La présentation au Parlement de la loi de finance (PLF) de 2017 révèle les grandes orientations politiques du gouvernement. Parmi les dépenses annoncées, il est une catégorie qui ne peut manquer d’interpeller les citoyens : les « dépenses fiscales », plus connues sous l’appellation de « niches fiscales ». Selon l’expression bien connue : « Dans chaque niche fiscale, il y a un chien qui dort » ; la plupart de celles-ci sont en effet des cadeaux fiscaux en faveur d’intérêts particuliers, allant des éleveurs de chevaux aux détenteurs d’actifs financiers. Une annexe du PLF 2017 recense 449 niches, pour un montant de 90 milliards d’euros. Le candidat François Hollande s’était engagé à réduire ce montant d’une trentaine de milliards ; en réalité, leur coût total a augmenté de près de 25 milliards (+ 36 %) depuis 2012 !

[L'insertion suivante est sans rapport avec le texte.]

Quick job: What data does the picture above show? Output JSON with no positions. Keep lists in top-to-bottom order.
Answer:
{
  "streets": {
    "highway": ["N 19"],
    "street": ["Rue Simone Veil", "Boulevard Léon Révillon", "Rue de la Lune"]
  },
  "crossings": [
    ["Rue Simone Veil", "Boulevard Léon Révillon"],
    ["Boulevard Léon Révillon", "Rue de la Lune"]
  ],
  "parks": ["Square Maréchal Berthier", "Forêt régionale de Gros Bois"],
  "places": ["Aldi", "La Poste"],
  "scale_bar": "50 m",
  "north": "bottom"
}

Cette forte hausse s’explique quand on sait que la niche fiscale la plus coûteuse pour le contribuable (elle représentera 13 milliards en 2017) correspond aux baisses de charges accordées aux entreprises dans le cadre du CICE, le crédit d’impôt pour la compétitivité et l’emploi. Mesure phare du quinquennat de François Hollande, le CICE était supposé favoriser la création d’emplois (1 million selon le Medef), relancer l’investissement et améliorer la compétitivité. Le comité de suivi du CICE vient d’en publier le premier bilan depuis sa création en 2013 : ce cadeau fiscal a bien contribué à améliorer les marges (les profits) des entreprises, mais n’a eu qu’un impact très limité sur l’investissement et l’emploi.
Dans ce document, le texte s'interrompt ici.